Muitas estimativas das emissões de hidrelétricas simplesmente ignoram as emissões das turbinas e dos vertedouros, inclusive as estimativas no primeiro inventário nacional do Brasil de emissões de gases de efeito estufa [1]. O Segundo Inventário Nacional Brasileiro e o relatório sobre emissões que foi lançado como prelúdio ao terceiro inventário nacional ignoraram as emissões de hidrelétricas por completo [2, 3]. A maioria dos outros países também tem ignorado essas emissões, sendo que reportá-las é, atualmente, opcional.
Outra fonte de emissão, muitas vezes ignorada é dióxido de carbono (CO2) da decomposição de madeira de árvores em pé deixadas acima da água no reservatório (por exemplo, nas comparações no relatório especial do IPCC sobre as energias renováveis). Isto pode ser substancial em reservatórios amazônicos (e.g., [4-6]).
As emissões provenientes da decomposição de árvores ocorrem nos primeiros poucos anos da vida do reservatório, fazendo com que esta emissão seja particularmente importante do ponto de vista dos interesses da sociedade humana [7].
NOTAS
[1] Brasil, MCT (Ministério da Ciência e Tecnologia). 2004. Comunicação Nacional Inicial do Brasil à Convenção-Quadro das Nações Unidas sobre Mudança do Clima. MCT, Brasília, DF. 276 p. [Disponível em: http://www.mct.gov.br/upd_blob/0005/5586.pdf].
[2] Brasil, MCT (Ministério da Ciência e Tecnologia). 2010. Segunda Comunicação Nacional do Brasil à Convenção-Quadro das Nações Unidas sobre Mudança do Clima. MCT, Brasília, DF, 2 Vols., 520 p. [Disponível em: http://www.mct.gov.br/index.php/content/view/326751.html].
[3] Brasil, MCTI (Ministério da Ciência e Tecnologia e Inovação). 2013. Estimativas Anuais de Emissões de Gases de Efeito Estufa no Brasil.

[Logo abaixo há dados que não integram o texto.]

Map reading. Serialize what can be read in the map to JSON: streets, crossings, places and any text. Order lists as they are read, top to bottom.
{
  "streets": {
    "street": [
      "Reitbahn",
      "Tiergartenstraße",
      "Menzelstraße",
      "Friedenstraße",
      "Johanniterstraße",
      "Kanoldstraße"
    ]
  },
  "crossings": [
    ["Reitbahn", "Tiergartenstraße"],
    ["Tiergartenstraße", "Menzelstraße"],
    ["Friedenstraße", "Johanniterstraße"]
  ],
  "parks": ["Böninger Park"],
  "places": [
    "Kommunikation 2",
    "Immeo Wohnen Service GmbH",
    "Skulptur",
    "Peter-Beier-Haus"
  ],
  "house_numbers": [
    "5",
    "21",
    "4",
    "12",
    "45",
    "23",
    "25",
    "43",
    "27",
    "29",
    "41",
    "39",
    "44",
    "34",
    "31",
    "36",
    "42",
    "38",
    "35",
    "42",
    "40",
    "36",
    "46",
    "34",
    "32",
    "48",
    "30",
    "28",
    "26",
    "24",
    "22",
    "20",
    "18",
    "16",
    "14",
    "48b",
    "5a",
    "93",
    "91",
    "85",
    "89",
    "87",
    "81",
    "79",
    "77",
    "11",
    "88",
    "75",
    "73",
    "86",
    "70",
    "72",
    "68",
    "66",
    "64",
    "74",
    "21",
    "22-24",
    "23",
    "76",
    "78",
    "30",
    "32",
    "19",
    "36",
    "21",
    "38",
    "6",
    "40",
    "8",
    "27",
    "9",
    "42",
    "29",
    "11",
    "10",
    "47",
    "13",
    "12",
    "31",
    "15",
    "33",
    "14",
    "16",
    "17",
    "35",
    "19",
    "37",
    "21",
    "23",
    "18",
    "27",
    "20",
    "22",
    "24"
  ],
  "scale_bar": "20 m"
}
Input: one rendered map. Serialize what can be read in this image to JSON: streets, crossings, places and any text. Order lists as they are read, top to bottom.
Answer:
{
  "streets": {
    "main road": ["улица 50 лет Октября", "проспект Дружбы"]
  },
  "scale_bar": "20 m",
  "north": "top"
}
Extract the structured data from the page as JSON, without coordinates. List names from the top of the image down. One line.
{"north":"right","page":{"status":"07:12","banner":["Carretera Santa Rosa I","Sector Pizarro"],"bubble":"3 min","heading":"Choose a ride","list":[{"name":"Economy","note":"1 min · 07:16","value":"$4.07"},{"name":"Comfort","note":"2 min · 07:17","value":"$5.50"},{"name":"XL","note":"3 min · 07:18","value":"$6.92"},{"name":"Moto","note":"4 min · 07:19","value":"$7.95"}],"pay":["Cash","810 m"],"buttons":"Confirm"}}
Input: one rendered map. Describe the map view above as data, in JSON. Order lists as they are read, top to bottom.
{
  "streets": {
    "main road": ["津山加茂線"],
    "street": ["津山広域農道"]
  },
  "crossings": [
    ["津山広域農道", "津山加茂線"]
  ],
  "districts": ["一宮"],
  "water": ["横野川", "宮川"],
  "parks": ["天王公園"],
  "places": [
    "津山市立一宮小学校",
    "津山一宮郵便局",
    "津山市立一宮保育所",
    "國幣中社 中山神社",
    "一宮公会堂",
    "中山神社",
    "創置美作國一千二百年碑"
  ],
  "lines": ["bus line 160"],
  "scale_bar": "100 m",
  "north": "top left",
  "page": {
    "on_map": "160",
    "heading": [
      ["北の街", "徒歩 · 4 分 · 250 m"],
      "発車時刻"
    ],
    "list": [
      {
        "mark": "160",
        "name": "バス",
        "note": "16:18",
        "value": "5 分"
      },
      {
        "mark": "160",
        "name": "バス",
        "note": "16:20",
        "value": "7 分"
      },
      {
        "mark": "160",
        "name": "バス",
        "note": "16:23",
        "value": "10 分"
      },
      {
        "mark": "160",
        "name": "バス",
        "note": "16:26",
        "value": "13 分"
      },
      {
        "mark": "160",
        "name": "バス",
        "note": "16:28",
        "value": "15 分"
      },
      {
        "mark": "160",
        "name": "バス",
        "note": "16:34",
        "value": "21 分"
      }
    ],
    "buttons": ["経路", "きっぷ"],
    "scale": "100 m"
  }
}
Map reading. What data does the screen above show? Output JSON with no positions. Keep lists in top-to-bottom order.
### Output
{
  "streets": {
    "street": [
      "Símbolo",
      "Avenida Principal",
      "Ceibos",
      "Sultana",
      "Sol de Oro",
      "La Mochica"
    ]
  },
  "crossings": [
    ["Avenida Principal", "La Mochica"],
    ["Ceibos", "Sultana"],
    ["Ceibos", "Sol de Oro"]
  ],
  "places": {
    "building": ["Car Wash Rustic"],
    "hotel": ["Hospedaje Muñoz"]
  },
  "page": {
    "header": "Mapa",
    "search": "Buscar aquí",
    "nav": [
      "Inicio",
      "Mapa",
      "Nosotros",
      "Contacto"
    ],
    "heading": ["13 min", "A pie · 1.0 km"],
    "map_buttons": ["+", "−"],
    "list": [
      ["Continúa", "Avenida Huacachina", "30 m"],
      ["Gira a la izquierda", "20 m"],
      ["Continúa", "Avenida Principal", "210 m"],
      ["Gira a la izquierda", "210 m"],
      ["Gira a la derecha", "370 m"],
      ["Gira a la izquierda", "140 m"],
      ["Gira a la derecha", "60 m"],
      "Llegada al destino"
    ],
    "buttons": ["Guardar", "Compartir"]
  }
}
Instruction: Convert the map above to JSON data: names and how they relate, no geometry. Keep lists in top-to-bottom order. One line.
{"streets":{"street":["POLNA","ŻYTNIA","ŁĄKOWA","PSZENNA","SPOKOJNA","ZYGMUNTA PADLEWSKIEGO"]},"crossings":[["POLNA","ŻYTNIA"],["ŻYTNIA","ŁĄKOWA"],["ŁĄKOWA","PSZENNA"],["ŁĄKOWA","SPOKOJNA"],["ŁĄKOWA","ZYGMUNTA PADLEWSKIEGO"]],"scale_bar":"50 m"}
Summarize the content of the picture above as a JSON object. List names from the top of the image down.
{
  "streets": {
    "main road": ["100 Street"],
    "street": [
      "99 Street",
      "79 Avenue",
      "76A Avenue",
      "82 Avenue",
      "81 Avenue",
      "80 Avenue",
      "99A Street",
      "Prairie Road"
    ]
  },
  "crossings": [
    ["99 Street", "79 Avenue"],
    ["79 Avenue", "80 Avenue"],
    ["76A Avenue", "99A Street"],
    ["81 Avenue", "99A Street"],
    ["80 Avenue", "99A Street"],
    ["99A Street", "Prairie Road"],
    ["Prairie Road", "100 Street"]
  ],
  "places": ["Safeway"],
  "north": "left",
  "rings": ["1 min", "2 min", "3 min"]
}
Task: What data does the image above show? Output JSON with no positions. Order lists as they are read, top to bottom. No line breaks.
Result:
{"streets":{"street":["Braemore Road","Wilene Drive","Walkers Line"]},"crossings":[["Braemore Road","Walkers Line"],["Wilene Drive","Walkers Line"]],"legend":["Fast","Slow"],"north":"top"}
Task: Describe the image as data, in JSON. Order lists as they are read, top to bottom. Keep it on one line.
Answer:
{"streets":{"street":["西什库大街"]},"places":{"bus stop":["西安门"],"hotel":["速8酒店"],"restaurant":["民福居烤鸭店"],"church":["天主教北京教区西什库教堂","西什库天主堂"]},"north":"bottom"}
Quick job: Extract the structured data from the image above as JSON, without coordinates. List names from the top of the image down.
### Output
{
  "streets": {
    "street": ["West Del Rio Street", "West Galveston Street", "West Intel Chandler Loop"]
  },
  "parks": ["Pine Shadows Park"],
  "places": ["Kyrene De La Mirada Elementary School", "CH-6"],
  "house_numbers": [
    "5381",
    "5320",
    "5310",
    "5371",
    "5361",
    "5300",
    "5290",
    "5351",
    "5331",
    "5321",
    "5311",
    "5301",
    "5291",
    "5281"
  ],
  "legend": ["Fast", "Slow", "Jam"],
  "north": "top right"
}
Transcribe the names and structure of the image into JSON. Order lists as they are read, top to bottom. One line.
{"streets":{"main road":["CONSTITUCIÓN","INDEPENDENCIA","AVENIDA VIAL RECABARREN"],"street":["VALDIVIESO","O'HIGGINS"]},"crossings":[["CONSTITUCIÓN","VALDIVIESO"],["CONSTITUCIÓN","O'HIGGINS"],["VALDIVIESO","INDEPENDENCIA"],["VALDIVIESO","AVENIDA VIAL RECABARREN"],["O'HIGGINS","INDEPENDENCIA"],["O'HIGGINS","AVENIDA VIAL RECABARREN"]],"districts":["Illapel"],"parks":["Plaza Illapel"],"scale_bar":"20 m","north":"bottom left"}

MCTI, Brasília, DF, 76 p. [Disponível em: http://www.mct.gov.br/upd_blob/0226/226591.pdf].
[4] Abril, G., Parize, M., Pérez, M.A.P., Filizola, N. 2013. Wood decomposition in Amazonian hydropower reservoirs: An additional source of greenhouse gases. Journal of South American Earth Sciences 44: 104–107. doi: 10.1016/j.jsames.2012.11.007.
[5] Fearnside, P.M. 1995. Hydroelectric dams in the Brazilian Amazon as sources of ‘greenhouse’ gases. Environmental Conservation 22: 7-19. doi: 10.1017/S0376892900034020.
[6] Fearnside, P.M. 2009. As hidrelétricas de Belo Monte e Altamira (Babaquara) como fontes de gases de efeito estufa. Novos Cadernos NAEA 12(2): 5-56.
[7] Isto é uma tradução parcial atualizada de Fearnside, P.M. 2015. Emissions from tropical hydropower and the IPCC. Environmental Science & Policy50: 225-239. http://dx.doi.org/10.1016/j.envsci.2015.03.002. As pesquisas do autor são financiadas por: Conselho Nacional de Desenvolvimento Científico e Tecnológico (CNPq) (processos nº305880/2007-1, nº304020/2010-9, nº573810/2008-7, nº575853/2008-5), Fundação de Amparo à Pesquisa do Estado do Amazonas (FAPEAM) (processo nº 708565) e Instituto Nacional de Pesquisas da Amazônia (INPA) (PRJ13.03).
A fotografia do lago de Tucuruí acima é de autoria de Alberto César Araújo/2017.
Leia os artigos da série: Hidrelétricas e o IPCC
Hidrelétricas e o IPCC: 2 – Barragens nos relatórios e diretrizes
Hidrelétricas e o IPCC: 3 – Escolha enviesada de literatura
Hidrelétricas e o IPCC: 4 – Barragens tropicais emitem mais
Hidrelétricas e o IPCC: 5 – Emissões de gases nos inventários nacionais
Hidrelétricas e o IPCC: 6 – As diretrizes de 2006
Hidrelétricas e o IPCC: 7 – Reservatórios como “áreas úmidas”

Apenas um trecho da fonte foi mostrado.